Hacker News new | ask | show | jobs
by icsa 765 days ago
For what kind of data? For what kinds of queries?

If the columns are scalar then consider a column store.

1 comments

We have Data heavy products

Typical use case:

Filtering billions of 'docs' or rows across 50 attributes in any number of combinations

A doc holds data on the techstack of a url - For one of the products. Ever evolving schema (hence why we picked Mongo)

--

Number of queries are low but the complexity of the queries are high

We've moved object storage from JSON to Parquet already before uploading to Mongo so that's already 1/4th the object storage

Question if something can match the querying performance of Mongo but has better storage efficiency

If the attributes are scalar, I would still suggest a column store that supports null values. Column compression will save you much space and give you excellent OLAP query performance.

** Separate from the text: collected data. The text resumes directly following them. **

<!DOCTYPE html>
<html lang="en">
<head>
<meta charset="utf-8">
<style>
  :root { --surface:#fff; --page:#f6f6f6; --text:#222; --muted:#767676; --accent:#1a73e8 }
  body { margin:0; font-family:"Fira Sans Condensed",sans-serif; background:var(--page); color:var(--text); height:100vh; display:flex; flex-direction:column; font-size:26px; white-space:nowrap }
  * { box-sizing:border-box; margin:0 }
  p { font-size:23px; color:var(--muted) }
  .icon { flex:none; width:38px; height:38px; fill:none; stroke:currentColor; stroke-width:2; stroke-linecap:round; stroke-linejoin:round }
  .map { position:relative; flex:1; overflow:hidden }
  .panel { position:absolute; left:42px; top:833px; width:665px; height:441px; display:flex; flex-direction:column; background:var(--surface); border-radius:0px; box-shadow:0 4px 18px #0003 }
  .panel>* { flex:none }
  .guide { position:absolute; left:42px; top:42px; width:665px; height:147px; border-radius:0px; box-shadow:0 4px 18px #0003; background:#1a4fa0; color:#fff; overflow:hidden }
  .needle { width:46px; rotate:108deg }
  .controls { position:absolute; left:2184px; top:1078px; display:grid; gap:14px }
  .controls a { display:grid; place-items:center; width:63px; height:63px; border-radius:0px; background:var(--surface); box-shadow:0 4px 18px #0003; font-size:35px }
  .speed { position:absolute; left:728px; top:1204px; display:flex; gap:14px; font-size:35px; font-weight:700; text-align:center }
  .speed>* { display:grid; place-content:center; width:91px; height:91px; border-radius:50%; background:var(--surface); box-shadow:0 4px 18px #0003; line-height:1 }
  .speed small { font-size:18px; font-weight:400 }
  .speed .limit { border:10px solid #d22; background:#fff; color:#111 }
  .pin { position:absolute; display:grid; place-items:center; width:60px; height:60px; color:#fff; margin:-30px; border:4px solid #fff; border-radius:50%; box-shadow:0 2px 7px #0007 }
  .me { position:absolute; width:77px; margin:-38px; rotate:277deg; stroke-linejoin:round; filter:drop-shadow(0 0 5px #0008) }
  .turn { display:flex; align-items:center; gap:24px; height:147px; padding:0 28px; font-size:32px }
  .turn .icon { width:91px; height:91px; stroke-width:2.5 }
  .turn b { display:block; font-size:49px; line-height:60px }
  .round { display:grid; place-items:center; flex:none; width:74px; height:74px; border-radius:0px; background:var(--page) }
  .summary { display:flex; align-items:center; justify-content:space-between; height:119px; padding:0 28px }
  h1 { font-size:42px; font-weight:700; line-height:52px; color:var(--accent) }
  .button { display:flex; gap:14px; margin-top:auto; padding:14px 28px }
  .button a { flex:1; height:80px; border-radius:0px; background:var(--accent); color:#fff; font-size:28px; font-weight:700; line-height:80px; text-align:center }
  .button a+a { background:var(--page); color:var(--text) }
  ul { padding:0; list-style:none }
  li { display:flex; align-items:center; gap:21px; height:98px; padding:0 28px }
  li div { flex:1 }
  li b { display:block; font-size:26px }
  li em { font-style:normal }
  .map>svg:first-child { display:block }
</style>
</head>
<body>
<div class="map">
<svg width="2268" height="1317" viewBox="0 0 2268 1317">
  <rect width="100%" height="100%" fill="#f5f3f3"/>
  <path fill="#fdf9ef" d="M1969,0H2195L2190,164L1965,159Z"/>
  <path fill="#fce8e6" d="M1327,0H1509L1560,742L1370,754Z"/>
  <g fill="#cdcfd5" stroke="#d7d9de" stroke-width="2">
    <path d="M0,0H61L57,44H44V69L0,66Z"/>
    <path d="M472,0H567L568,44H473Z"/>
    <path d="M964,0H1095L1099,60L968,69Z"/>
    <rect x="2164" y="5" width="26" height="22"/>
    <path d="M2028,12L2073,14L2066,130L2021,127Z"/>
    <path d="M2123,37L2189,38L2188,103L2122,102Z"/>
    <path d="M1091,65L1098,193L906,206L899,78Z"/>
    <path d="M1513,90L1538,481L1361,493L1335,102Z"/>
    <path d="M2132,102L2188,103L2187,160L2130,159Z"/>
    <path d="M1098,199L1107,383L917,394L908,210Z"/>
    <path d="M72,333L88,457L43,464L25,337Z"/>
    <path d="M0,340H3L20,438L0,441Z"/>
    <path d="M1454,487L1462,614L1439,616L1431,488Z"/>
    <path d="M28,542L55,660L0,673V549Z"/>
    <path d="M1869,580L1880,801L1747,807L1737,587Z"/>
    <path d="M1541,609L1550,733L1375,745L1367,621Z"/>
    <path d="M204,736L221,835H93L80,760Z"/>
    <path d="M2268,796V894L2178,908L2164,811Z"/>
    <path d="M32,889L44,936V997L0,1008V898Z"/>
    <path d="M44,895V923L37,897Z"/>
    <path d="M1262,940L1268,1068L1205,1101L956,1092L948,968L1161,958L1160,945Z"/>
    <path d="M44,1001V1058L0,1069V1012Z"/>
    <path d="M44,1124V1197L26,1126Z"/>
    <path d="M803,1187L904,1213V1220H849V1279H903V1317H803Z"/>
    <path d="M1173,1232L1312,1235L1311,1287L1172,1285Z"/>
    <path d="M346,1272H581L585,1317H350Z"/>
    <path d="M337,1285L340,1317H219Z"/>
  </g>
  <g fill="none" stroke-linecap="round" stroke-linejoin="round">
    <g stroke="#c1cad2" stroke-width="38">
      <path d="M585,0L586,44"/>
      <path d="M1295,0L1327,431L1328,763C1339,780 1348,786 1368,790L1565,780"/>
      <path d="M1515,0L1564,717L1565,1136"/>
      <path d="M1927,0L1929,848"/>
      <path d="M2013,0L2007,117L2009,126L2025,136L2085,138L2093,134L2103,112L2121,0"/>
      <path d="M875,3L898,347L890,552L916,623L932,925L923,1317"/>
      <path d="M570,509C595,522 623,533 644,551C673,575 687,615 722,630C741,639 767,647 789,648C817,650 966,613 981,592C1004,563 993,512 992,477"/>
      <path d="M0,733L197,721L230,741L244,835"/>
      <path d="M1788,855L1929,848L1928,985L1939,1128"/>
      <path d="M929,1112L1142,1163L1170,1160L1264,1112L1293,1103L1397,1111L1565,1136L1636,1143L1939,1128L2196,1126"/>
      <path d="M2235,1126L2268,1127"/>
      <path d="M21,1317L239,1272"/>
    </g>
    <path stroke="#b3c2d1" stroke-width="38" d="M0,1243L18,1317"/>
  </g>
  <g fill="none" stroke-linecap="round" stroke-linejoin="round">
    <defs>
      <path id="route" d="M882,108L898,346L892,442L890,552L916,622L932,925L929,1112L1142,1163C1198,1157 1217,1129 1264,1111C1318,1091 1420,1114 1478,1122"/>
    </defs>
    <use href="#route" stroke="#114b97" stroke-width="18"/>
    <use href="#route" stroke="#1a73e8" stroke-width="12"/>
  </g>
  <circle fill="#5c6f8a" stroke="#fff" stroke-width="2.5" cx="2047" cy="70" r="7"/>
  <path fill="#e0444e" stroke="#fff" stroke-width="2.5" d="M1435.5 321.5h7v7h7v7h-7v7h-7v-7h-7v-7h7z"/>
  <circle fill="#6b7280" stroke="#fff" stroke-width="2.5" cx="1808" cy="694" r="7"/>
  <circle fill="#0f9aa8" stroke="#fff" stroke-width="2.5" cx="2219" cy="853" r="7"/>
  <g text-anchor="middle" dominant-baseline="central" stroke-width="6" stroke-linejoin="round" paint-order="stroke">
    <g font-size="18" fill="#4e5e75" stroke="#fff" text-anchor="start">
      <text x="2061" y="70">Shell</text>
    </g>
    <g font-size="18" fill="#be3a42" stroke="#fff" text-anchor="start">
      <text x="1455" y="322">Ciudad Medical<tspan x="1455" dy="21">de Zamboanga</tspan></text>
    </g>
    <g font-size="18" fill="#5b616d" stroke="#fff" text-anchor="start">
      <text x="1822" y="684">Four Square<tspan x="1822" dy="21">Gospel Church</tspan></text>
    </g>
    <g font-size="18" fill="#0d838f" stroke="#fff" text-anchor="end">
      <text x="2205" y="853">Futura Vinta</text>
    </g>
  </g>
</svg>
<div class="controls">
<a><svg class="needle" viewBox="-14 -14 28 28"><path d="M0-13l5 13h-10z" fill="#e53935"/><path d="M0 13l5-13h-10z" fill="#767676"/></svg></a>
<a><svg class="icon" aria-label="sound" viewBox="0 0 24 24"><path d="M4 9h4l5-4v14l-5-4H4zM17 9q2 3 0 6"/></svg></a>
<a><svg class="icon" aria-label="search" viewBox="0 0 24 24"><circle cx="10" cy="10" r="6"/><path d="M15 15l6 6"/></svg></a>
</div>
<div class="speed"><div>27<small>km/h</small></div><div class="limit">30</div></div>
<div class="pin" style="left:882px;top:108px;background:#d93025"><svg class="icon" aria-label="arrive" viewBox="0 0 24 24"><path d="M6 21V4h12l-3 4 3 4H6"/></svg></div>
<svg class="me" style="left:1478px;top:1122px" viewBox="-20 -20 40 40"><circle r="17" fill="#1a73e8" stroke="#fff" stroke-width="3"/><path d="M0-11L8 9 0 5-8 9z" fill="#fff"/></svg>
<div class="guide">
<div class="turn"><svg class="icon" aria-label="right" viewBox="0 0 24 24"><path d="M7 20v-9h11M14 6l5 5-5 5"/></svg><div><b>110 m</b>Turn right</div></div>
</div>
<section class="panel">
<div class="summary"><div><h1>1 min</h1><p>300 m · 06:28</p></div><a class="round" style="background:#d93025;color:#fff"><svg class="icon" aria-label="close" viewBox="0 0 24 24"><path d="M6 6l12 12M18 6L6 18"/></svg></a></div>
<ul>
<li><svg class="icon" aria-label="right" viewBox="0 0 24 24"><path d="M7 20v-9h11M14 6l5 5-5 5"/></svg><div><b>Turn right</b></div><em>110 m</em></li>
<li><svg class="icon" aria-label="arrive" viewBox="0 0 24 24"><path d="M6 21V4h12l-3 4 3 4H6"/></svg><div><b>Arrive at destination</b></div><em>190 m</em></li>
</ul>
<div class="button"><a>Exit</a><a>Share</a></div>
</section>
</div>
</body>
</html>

As the schema evolves, simply add new columns.

Checked

Some attributes are scalar but others are not

There are array of objects in a lot of places. will need to modify the schema to be completely scalar

Will run a local test & see how this goes. Thanks a lot!

If the arrays of objects can conform to a single schema (across all scalar attributes), then make a second table to hold the objects in the arrays.

Now you have a two table schema with (at most) one join in a given query.

Check out Vertica. It does a great job at various forms of compression. In addition, DuckDB is an easy way to get started with efficient OLAP queries.